• Work instructions
The answer must consist of every line below that contains the word "shadow".

• Exercise material
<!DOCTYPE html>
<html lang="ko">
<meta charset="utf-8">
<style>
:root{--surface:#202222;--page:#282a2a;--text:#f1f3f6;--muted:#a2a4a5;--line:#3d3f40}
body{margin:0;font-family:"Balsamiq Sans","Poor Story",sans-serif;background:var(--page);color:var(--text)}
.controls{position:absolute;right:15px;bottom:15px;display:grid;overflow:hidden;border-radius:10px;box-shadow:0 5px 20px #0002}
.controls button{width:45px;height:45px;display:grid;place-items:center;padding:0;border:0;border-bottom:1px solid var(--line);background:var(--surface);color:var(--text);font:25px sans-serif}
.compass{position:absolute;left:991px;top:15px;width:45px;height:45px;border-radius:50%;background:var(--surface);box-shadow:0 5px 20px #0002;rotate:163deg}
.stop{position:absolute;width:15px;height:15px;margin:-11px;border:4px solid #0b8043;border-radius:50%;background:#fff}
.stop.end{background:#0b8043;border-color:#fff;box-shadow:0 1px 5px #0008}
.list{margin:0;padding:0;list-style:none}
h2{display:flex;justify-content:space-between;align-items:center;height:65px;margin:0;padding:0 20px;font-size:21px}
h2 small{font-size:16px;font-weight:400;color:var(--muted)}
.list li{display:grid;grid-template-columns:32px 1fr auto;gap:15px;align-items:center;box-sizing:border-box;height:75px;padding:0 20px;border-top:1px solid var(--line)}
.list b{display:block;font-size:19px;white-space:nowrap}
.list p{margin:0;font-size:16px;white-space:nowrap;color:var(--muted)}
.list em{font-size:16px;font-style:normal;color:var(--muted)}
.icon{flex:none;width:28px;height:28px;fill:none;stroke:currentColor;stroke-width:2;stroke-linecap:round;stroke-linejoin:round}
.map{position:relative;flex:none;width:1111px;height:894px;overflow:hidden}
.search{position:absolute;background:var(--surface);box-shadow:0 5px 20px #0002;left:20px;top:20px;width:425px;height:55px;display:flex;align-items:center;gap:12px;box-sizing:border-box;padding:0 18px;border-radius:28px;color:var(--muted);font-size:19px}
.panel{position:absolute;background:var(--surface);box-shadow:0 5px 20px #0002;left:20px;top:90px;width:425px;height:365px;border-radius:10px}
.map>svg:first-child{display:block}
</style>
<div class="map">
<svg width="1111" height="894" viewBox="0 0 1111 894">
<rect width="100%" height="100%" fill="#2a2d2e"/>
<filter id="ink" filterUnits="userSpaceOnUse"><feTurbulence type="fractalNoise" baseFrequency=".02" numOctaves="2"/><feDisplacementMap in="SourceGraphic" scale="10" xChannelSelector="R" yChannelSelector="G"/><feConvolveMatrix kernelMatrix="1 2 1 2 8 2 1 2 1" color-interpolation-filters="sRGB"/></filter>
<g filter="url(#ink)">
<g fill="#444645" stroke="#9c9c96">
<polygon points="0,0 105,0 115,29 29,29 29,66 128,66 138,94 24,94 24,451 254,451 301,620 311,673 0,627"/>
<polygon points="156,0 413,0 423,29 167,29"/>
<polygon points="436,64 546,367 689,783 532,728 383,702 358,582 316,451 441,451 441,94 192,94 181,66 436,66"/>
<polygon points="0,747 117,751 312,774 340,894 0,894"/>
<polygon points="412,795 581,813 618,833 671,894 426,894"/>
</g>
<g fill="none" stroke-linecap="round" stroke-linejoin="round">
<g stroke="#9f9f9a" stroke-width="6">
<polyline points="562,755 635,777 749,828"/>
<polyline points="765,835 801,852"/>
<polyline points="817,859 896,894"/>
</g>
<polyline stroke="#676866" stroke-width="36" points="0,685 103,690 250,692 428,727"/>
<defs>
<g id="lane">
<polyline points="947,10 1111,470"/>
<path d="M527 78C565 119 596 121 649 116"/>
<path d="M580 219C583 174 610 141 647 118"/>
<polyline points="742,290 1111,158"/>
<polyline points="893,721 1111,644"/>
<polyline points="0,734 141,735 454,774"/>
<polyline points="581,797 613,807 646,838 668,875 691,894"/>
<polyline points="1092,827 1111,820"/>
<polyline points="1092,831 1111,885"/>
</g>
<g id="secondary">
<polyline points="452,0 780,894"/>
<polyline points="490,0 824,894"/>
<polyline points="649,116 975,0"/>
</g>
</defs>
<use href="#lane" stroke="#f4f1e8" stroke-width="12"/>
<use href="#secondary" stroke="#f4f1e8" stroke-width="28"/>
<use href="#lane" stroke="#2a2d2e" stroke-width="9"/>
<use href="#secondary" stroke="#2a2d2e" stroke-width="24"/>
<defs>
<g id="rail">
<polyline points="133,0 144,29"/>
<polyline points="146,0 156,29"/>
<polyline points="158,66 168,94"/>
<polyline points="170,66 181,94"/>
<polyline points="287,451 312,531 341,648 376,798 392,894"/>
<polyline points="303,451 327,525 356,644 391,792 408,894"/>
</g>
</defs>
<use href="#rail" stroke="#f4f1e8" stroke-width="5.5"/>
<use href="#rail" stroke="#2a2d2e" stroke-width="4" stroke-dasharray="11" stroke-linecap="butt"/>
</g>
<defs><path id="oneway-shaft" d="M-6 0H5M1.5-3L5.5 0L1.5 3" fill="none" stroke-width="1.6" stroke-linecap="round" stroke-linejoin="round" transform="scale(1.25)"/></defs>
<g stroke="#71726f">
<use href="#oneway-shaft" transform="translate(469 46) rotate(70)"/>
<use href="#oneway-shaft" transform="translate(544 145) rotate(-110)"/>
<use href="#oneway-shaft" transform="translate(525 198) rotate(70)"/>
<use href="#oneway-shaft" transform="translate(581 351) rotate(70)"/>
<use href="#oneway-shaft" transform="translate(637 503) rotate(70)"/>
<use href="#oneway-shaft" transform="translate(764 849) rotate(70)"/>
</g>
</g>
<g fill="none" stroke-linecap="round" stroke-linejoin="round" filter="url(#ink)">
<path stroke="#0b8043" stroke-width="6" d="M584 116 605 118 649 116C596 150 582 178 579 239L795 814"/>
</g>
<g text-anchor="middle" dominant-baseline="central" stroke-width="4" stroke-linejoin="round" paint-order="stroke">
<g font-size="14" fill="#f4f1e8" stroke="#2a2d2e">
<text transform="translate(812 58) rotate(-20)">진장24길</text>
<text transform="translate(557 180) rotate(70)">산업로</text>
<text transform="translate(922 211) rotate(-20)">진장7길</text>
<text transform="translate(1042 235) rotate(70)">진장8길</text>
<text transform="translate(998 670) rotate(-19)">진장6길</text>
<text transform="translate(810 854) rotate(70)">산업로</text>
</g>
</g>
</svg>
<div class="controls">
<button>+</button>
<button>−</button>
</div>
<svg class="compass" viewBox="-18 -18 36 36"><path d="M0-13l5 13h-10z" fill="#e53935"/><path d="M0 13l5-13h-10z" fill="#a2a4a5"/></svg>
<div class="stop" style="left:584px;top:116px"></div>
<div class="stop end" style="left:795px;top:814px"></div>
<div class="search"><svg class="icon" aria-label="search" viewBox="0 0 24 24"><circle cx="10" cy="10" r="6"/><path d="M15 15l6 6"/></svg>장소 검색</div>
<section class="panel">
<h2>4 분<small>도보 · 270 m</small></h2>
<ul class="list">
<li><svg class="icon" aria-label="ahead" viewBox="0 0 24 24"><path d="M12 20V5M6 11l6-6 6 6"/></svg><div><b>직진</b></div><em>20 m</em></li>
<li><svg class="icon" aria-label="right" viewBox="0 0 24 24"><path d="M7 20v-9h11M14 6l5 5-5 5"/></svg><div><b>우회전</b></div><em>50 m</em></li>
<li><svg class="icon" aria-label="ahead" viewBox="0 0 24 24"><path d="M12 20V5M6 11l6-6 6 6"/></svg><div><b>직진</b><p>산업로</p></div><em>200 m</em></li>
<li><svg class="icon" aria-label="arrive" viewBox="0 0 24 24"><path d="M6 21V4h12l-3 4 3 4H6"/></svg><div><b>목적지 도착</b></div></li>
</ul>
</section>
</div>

• Answer section
.controls{position:absolute;right:15px;bottom:15px;display:grid;overflow:hidden;border-radius:10px;box-shadow:0 5px 20px #0002}
.compass{position:absolute;left:991px;top:15px;width:45px;height:45px;border-radius:50%;background:var(--surface);box-shadow:0 5px 20px #0002;rotate:163deg}
.stop.end{background:#0b8043;border-color:#fff;box-shadow:0 1px 5px #0008}
.search{position:absolute;background:var(--surface);box-shadow:0 5px 20px #0002;left:20px;top:20px;width:425px;height:55px;display:flex;align-items:center;gap:12px;box-sizing:border-box;padding:0 18px;border-radius:28px;color:var(--muted);font-size:19px}
.panel{position:absolute;background:var(--surface);box-shadow:0 5px 20px #0002;left:20px;top:90px;width:425px;height:365px;border-radius:10px}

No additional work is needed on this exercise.